On the release of her recent single The Laugh Is in the Eyes, we caught up with Julia Holter to discuss the links between the new song and Something in the Room She Moves, one of our favorite records of the past year. In The Laugh Is in the Eyes, the singer-songwriter’s voice dances among floral flutes, bursts of color and delicate soundscapes and choreographs a stunning art-pop composition. As in the album, physical, bodily sensations are enhanced in this piece with synesthetic plays giving scents to the words, colors to the music, sounds to the smells. Julia Holter’s new creations are a visionary experience cutting across what surrounds us by showing a continuum in cosmic matter and constant fluid transformations of human and nonhuman bodies. It sounds a little bit like Ovid, a little bit like Epicurus and a little bit like posthuman philosophy, but her music is also deeply anchored in the bodily and personal experiences lived by Holter during the composition time of the songs.
Hello Julia! How are you? Congratulations on your last album! It was one of our favorites this year. I also loved the new single that you recently released, and I think we could start this interview by talking about it. The Laugh Is in the Eyes seems to me a metaphorical celebration of the human imagination and its transformative power. Can you relate to that?
Thank you so much for the support! I would say yes that sense you get from The Laugh Is in the Eyes feels similar to me. A lot of my record Something in the Room She Moves was interested in the shifts in feeling amid transformation of states - in the most basic sense, an example is: we are inside and feeling stuck, we go outside and smell the flowers - evoking a change experience like that.
The title of the new single is extrapolated from the lyrics of the song Spinning (which is stunning btw). Why and how are these two songs connected?
I wrote The Laugh Is in the Eyes in the past few months, and it grew out of a Logic project file I had made while working on SITRSM. So it’s not actually an old song, it is entirely new, but it came out of that project file, and it felt akin to the record. And the interest in sensation and color feels related to me.
In Spinning after momentary blindness (“Some cologne leaving me blind / The laugh is in the eyes / The joke is mine”), a multi-sensory, synesthetic vision manifests itself. Could the new track be the result of that flamboyant nocturnal epiphany? The Laugh Is in the Eyes has a kind of nocturnal, mysterious feeling too.
Yes, I think it has all of that, but maybe also a little day too. I feel like it has a kind of combination of day and night; where Sun Girl has this feeling of a kind of desire to run away from the sun and Evening Mood and Spinning dwell in the mysterious night, this one finds mystery in brightness and color and day.

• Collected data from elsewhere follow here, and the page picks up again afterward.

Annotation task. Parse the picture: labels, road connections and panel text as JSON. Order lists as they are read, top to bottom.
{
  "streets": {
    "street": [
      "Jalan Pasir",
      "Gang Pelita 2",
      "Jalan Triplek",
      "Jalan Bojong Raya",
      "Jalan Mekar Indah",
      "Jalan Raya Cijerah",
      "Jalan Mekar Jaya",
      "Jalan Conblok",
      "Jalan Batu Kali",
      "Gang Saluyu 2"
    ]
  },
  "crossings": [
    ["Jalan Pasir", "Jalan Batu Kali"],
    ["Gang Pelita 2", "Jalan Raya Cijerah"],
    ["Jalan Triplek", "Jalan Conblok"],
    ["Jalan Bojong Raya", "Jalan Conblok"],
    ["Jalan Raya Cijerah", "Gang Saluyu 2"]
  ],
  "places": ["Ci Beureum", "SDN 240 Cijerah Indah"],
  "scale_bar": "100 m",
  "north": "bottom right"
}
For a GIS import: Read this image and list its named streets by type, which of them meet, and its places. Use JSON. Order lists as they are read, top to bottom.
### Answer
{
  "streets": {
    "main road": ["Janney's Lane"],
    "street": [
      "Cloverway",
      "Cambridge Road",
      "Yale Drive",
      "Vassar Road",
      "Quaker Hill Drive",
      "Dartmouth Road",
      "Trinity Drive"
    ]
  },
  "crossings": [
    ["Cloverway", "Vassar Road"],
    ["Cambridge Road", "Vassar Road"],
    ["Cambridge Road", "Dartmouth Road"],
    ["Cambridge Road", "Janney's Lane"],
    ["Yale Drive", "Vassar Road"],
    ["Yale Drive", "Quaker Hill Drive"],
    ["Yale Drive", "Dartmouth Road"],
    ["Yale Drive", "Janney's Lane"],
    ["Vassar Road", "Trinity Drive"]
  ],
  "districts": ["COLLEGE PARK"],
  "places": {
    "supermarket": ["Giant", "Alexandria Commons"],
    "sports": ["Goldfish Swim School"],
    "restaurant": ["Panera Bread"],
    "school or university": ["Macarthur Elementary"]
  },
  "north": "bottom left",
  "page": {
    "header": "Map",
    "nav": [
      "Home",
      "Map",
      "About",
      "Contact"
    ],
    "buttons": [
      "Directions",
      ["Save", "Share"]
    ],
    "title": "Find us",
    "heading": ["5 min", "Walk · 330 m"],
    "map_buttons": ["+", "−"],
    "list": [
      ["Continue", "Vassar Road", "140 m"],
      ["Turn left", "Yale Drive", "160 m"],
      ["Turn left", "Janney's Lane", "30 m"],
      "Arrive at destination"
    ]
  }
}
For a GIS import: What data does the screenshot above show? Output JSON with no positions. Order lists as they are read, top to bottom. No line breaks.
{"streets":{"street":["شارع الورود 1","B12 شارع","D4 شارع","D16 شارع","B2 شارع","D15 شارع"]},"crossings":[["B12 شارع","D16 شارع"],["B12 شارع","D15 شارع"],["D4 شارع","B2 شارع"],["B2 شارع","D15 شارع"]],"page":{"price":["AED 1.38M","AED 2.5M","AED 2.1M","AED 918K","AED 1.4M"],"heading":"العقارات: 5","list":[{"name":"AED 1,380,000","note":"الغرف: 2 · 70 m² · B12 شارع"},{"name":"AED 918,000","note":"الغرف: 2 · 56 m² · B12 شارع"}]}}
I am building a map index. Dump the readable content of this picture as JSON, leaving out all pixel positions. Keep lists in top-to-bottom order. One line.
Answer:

I was very intrigued by the fact that Something in the Room She Moves begins with a mantra that serves as an invocation to the sun. It reminded me a lot of a common literary topos in classical but also medieval poetry (for us Italians Dante’s Paradiso), that of the invocation to the muses and Apollo (god of the sun, but also god of music and poetry). Sun Girl seems to play ironically with this lyrical tradition. In this context, I would argue that your newest work could be read as a modern reinvention of Ovid’s Metamorphoses, since bodily transformation and love are main themes in your songs as well. Was this intentional in some ways?
I wasn’t thinking about any literary traditions but maybe you are onto something here haha. We definitely are always looking to natural world sources for poetic inspiration, it’s the way to try to explore a feeling and share with other people, because we all understand what the sun is, we need it, we feel warmed and calmed by it, we feel overwhelmed by its intensity, etc. Same with the ocean, or trees etc.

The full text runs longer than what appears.